Therefore, does the diffusion equation not require the random jump lengths at random times but only a randomness in the direction of motion?
Yes, a discrete time random walk on a discrete lattice, with randomness only in the direction of motion, is sufficient to obtain a discrete approximation to the continuous diffusion process, and this approximation indeed converges in distribution to the continuous diffusion process in the limit where $a, \tau \to 0$ while $a^2 = 2D\tau$.
The simplest rigorous way (that I know of) to prove this is just to solve both processes (i.e. find the distribution of the particle's position $X(t)$ for all $t > 0$, starting at $X(0) = 0$, for each process) and observe that the solution for the discrete lattice random walk converges in distribution, under appropriate scaling, to the solution for the continuous diffusion process.

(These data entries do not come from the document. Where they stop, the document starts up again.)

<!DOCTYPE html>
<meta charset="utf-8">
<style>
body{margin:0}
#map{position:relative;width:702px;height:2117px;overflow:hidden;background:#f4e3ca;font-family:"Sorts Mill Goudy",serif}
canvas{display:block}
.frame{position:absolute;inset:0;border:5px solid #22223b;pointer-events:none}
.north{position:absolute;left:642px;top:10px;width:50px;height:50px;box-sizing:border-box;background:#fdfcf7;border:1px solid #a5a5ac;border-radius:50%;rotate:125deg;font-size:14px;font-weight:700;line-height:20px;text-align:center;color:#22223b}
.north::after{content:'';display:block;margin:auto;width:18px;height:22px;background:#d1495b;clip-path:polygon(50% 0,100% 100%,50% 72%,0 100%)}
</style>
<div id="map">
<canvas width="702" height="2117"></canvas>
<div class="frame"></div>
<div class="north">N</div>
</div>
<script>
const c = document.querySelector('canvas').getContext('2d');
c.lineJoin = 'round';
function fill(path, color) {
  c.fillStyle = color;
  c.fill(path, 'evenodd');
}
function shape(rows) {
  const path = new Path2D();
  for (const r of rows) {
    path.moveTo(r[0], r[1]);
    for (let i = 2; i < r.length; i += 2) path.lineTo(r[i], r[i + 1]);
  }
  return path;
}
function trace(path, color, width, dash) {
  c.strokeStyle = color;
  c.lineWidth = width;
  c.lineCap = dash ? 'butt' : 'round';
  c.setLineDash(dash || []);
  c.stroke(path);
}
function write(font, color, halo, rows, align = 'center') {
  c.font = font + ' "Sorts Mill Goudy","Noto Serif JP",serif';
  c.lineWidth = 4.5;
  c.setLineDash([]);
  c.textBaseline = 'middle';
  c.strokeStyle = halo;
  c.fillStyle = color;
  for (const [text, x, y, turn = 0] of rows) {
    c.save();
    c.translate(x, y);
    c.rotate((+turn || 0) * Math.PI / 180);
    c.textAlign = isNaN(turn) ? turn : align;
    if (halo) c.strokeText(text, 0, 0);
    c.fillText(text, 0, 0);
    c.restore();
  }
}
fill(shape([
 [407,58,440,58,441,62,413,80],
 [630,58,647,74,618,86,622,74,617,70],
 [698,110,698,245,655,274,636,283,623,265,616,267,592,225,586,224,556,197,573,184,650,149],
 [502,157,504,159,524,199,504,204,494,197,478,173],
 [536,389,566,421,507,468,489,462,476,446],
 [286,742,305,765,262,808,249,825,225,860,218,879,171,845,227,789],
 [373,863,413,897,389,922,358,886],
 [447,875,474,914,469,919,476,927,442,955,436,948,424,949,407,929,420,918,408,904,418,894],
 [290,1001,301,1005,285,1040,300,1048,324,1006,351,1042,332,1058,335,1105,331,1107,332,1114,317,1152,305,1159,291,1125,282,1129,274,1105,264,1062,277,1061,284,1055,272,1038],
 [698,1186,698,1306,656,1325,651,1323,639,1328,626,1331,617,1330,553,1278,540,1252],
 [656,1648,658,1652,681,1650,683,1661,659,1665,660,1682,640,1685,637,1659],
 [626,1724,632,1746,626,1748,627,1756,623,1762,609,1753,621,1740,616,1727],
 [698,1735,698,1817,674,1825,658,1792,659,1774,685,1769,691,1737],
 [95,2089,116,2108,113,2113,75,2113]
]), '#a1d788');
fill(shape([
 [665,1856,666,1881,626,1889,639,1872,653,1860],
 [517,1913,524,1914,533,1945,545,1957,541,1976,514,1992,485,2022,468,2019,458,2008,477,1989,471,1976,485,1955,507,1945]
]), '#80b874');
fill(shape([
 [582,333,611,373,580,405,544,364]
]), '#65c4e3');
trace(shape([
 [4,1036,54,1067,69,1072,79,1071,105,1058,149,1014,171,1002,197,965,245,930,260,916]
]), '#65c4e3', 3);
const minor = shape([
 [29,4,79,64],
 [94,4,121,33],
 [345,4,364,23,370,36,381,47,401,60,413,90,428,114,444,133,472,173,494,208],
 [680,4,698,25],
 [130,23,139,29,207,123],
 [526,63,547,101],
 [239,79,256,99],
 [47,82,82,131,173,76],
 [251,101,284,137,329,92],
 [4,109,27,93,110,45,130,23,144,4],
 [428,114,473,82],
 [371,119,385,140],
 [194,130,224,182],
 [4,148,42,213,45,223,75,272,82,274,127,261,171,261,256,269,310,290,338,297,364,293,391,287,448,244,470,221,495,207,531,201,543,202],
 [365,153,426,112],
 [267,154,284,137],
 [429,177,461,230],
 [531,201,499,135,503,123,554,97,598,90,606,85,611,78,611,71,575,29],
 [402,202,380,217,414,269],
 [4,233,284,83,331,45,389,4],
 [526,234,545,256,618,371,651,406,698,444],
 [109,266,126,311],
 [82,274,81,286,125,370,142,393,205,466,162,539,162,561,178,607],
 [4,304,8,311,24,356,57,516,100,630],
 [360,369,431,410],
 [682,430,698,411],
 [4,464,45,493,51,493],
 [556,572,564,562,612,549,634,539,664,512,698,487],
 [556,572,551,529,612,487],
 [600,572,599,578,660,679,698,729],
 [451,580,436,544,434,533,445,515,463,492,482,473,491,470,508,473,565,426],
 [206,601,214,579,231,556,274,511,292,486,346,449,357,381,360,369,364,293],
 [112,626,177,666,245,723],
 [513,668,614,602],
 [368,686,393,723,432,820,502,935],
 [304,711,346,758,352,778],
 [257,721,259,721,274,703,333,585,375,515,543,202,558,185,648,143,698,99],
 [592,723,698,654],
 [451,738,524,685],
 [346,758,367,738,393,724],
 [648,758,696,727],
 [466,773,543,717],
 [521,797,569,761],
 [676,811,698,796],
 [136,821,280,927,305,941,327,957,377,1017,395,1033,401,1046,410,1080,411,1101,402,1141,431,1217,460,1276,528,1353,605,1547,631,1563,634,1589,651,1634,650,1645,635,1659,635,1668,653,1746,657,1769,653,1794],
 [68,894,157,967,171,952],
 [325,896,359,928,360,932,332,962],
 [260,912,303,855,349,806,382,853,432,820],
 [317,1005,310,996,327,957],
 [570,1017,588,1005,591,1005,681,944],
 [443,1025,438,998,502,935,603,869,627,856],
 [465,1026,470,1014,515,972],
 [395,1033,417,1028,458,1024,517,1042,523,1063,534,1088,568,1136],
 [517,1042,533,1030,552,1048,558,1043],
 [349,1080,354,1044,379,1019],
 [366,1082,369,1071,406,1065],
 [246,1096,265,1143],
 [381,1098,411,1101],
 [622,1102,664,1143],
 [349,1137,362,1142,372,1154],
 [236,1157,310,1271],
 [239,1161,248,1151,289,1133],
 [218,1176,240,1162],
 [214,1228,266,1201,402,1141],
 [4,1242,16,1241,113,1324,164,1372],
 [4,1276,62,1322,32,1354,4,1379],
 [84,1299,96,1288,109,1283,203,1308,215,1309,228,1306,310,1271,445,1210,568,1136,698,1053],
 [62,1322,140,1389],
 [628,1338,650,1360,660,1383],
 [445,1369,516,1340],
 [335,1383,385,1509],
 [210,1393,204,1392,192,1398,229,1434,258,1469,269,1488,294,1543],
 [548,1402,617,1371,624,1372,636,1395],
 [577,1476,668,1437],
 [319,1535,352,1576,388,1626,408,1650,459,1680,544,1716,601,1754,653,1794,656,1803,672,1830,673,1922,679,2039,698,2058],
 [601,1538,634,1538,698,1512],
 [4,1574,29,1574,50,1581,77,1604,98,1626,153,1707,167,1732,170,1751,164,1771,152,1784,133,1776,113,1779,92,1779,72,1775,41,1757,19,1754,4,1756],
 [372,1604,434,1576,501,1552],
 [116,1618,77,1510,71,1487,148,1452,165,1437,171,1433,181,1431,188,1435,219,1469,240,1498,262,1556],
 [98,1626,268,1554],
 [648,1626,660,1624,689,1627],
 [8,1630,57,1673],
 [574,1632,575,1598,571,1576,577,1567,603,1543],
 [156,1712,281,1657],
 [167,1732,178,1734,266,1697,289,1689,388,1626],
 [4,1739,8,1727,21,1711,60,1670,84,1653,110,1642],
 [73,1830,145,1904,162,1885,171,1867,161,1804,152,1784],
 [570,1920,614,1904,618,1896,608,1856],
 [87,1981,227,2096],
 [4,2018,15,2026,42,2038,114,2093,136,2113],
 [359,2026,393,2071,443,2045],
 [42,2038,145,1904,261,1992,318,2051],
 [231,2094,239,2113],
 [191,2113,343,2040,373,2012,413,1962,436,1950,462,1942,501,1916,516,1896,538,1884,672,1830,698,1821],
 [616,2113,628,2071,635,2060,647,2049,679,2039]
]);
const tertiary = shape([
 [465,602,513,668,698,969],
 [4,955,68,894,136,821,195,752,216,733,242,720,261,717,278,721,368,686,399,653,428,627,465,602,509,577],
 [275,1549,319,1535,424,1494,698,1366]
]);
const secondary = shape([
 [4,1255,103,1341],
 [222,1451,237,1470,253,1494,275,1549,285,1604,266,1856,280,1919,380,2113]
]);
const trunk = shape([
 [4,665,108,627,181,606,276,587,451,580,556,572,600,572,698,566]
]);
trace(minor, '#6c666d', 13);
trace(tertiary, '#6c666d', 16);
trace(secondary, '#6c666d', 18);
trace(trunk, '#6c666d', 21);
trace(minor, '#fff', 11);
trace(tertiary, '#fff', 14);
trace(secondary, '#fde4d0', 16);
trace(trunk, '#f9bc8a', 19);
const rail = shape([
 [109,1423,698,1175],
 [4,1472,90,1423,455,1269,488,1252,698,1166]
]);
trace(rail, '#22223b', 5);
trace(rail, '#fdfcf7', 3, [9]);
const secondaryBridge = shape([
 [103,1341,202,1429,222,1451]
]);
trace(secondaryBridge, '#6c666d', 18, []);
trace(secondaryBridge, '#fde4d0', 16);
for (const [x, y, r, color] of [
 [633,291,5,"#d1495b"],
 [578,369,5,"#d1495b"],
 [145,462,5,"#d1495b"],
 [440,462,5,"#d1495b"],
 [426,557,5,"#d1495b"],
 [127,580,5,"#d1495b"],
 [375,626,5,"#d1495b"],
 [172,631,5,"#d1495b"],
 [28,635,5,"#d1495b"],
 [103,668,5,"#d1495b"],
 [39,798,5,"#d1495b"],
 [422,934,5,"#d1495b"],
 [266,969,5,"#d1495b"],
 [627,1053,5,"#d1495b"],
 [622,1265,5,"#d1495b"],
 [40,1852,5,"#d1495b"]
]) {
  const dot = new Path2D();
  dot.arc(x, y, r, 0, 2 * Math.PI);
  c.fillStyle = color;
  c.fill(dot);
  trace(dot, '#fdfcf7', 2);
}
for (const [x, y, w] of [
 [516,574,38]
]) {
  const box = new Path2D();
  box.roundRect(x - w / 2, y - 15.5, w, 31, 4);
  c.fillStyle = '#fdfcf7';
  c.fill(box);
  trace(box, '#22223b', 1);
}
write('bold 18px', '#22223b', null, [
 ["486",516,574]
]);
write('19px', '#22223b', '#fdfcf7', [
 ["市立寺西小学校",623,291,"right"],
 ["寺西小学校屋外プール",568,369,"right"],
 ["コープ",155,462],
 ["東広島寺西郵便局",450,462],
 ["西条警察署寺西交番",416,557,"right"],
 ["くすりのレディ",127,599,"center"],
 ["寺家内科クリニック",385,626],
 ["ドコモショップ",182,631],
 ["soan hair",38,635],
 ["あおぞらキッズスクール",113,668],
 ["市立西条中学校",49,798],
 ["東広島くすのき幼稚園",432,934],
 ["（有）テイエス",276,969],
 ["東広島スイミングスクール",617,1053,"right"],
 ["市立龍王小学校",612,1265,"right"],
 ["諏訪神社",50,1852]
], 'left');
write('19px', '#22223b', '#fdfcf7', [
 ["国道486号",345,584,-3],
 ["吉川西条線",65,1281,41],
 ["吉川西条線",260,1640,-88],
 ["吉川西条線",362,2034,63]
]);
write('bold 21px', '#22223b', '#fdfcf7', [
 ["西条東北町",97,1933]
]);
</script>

Specifically, let $X_1(t)$ denote the position of the particle under the one-dimensional discrete lattice random walk, with spatial step size $a$ and time step $\tau$, at time $n\tau ≤ t < (n+1)\tau$, i.e. after $n$ random steps of $\pm a$ distance. Then the distribution of $X_1(t)$ is a scaled and translated binomial distribution: $$\frac{X_1(n\tau) + na}{2a} = \frac{X_1(n\tau)}{2a} + \frac n2 \sim B\left(n, \frac12\right). \tag{1}$$
Meanwhile, let $X_2(t)$ denote the position of the particle under the continuous diffusion process on one-dimensional Euclidean space with diffusion constant $D$ at time $t > 0$. Then $X_2(t)$ is normally distributed with mean $X_2(0) = 0$ and variance $\sigma^2 = 2Dt$: $$X_2(t) \sim \mathcal N(0, 2Dt). \tag{2}$$
(I'll leave verifying those solutions as an exercise. The one for the discrete random walk is easy enough to derive from first principles, while the continuous diffusion case amounts to deriving the fundamental solution of the heat equation in one-dimensional Euclidean space, which is a common enough exercise in the study of parabolic PDEs.)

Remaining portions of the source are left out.